Even though the Shintō Musō-ryū was founded by a samurai (Muso Gonnosuke) in the Keichō era (1594–1614) it continues to have a significant influence on policing in the very modern society of Japan. Even today all police officers are trained in Jodo and in every Koban or Police Box you will see a group of Jo’s (4 foot staffs) ready for immediate use.Why has this ancient weapon remained so much in use the modern day? What applications does it have and how does its training enhance modern combat methods? Indeed how does a 400 year old school that specialises in old style Japanese weaponry including sword, staff, jutte, kusarigama, tanjo and arresting cord manage to draw many thousands of experienced martial arts adherents to its ranks worldwide?
These are difficult questions for people unfamiliar with the world of Kobudo (Old martial ways) to answer. The Ryu (school) developed at a time when personal and battlefield combat still found many opportunities to occur. Proficiency in an art or techniques that allowed a person to be victorious in this type of man to man combat was paramount. When a combatant entered into this type of battle he knew very well that he had only a 33% chance of attaining that illusive victory. He could win, his opponent could win… or they both could perish. Combat with swords, staff, spear and similar weapons allows for neither error nor hesitation.
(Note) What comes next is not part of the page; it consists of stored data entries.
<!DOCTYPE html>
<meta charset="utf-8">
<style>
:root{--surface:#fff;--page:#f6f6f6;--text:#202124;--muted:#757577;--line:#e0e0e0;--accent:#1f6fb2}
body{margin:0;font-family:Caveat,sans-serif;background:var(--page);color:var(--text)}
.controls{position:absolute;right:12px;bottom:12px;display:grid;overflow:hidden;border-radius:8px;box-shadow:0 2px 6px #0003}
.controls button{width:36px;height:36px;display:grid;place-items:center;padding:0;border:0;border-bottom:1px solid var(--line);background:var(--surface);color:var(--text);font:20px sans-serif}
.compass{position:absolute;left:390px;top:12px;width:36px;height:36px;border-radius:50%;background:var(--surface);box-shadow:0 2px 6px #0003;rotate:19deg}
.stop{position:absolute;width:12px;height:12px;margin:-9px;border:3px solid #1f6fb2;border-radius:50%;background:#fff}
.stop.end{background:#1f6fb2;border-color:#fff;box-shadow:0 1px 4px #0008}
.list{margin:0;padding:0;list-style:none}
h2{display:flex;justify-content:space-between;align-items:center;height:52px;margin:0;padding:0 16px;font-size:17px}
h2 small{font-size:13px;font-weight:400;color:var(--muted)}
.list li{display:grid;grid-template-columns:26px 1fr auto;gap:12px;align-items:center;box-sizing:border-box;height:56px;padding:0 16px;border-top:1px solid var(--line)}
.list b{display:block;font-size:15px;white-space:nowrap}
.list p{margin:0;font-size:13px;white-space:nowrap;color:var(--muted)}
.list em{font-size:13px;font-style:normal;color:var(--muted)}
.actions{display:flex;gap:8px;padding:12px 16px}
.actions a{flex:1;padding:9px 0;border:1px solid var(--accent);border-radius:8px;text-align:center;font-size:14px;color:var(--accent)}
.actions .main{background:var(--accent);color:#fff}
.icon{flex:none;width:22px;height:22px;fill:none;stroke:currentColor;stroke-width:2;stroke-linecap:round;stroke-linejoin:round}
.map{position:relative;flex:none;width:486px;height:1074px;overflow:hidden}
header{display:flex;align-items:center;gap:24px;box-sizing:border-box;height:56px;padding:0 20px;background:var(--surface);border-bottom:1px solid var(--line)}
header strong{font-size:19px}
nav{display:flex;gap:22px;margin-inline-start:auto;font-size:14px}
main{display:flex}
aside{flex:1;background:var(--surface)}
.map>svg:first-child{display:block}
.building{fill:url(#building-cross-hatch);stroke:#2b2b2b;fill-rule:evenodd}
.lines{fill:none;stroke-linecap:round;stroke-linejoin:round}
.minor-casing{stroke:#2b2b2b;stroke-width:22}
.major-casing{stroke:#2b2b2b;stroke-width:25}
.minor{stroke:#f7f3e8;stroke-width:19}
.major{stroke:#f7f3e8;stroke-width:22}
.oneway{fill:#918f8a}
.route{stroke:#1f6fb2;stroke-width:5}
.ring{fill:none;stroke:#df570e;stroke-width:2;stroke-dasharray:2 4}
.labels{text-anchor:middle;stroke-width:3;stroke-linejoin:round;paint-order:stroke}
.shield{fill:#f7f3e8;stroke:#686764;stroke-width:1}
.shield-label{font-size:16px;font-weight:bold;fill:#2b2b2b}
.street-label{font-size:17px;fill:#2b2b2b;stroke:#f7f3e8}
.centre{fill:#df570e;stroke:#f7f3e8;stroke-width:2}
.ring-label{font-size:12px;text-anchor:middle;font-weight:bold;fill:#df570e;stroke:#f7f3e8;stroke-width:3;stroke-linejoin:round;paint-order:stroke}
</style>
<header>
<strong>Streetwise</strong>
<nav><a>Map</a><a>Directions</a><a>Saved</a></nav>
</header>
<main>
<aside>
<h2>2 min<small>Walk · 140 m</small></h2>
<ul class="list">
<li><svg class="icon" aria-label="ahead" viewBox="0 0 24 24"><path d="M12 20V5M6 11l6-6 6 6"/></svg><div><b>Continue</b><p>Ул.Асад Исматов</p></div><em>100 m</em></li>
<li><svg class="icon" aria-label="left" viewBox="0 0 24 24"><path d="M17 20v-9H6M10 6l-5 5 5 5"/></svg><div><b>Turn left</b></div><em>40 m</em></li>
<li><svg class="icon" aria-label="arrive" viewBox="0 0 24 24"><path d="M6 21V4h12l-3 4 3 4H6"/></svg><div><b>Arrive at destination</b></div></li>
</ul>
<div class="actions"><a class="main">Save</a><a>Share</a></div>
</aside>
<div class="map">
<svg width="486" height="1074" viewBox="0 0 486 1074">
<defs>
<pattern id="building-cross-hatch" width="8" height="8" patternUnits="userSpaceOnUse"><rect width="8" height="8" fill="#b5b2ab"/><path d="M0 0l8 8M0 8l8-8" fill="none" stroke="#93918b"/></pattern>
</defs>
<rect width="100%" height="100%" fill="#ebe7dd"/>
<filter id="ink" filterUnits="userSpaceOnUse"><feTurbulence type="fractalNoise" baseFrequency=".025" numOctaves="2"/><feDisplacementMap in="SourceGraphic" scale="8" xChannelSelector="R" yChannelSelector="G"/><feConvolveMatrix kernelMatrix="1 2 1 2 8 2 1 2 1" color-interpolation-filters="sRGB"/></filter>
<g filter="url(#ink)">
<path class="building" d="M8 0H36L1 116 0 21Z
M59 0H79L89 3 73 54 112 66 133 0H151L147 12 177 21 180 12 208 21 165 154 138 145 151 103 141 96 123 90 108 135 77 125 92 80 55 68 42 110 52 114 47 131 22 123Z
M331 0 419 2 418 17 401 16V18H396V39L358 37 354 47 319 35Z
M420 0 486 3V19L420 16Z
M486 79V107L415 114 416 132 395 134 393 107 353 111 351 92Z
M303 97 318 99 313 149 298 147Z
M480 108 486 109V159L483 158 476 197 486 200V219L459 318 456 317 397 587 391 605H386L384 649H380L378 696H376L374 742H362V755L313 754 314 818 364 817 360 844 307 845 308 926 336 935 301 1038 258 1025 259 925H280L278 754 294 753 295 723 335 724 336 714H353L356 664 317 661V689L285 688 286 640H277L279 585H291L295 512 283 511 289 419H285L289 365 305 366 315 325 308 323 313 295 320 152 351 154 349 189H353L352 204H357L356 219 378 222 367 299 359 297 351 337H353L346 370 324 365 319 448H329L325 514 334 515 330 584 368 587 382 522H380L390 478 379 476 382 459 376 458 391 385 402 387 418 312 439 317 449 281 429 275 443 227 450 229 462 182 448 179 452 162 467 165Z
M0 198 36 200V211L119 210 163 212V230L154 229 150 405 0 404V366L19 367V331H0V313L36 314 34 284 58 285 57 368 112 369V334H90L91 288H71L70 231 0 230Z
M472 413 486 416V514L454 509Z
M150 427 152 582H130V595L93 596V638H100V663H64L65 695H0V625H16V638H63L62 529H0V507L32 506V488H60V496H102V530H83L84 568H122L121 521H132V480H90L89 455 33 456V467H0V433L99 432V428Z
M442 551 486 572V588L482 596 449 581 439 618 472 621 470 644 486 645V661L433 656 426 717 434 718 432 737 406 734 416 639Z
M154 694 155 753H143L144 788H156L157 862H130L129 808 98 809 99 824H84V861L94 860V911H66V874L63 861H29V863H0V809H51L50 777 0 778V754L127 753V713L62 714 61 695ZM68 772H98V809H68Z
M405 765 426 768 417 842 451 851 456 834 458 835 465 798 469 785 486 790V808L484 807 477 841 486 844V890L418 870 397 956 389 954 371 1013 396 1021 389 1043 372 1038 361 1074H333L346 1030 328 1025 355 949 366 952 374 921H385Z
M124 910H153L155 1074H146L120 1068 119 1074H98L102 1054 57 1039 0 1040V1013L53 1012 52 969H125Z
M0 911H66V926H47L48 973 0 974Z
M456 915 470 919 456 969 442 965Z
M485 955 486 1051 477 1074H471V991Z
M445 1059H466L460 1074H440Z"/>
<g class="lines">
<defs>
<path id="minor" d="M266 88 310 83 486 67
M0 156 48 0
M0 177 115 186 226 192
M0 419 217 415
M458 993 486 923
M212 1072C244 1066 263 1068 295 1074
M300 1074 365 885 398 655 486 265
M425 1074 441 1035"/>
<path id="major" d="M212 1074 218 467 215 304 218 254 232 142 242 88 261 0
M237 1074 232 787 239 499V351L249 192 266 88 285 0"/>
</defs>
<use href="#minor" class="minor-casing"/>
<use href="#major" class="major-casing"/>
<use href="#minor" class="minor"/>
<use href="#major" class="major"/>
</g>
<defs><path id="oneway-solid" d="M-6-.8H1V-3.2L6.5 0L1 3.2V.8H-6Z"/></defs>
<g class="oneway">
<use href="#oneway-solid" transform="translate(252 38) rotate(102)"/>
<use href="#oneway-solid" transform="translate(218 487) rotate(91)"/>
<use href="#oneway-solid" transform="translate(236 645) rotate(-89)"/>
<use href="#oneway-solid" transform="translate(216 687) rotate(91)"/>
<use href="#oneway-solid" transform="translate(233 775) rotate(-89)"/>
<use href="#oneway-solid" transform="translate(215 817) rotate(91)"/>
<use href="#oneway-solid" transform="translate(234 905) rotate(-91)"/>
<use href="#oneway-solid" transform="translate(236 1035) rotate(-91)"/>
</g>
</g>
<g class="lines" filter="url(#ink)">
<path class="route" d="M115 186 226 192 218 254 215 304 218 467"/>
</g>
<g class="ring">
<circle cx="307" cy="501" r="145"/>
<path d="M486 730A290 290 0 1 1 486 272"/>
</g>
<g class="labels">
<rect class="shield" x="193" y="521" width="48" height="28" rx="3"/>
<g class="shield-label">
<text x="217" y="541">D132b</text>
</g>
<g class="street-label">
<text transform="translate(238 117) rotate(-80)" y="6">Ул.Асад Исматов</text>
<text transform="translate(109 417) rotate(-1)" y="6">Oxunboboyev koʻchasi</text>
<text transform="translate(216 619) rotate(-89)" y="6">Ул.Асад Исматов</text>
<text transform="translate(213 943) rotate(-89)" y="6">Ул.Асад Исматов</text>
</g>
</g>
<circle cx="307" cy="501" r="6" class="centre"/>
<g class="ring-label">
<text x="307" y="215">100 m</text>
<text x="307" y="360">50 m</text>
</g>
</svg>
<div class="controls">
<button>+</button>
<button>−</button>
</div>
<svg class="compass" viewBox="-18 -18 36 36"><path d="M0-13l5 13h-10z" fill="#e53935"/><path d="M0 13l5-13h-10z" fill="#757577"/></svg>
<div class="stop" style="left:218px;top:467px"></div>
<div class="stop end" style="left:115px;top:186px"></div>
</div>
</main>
Perhaps this is part of its attraction today and accounts for why many of the students have experience in unarmed martial arts also. My own teacher, Nishioka Tsuneo Sensei described the idea of combining unarmed and armed martial study as being ‘two wheels on the one cart’… with only one wheel we may travel in circles.
There are two distinct differences between the practice of modern combat sports and Kobudo. The first is that in Kobudo the primary training method is Kata… a pre-arranged sequence of increasingly complex movements practiced in pairs. Now a days most teachers and styles try to find a balance between Kata practice and freestyle practice OR kata practice is conducted as a solo affair OR Kata is rejected as a valid method altogether in favour of freestyle practice only. Such a direction is usually justified by the interesting assertion that only freestyle practice develops real world skills. (This is such a spurious argument that it barely warrants comment. We do not learn any language, skill or sport in a real world setting. Contrived environments are established and we slowly graduate to be able to test & apply the skills learned in a true real world setting as opposed to a ring or dojo.) Nishioka Sensei’s explanation was that kata and free practices are not opposing options… rather they are two points on the same road and only the former can lead to the latter.
The second difference is that during training the teacher takes the role of the attacker (uchidachi / uke / nage) and hence the person who is defeated in the kata. At a time when the emphasis has shifted firmly in modern arts including Aikido to the role of the defender as the winner (shidachi /shitei / tori), this constitutes a very considerable difference. The attacker establishes all the conditions to which and within which the defender must respond and only the attacker can provide correct feedback from a position of immense experience. The fact is that in armed training such as SMR, if the attacker is not fully competent the defender cannot possibly learn the art correctly. The big things can go awry very quickly let alone the subtle nuances. I recall my teacher observing a training session and saying “I don’t know where to start. They know everything… but it is all wrong!”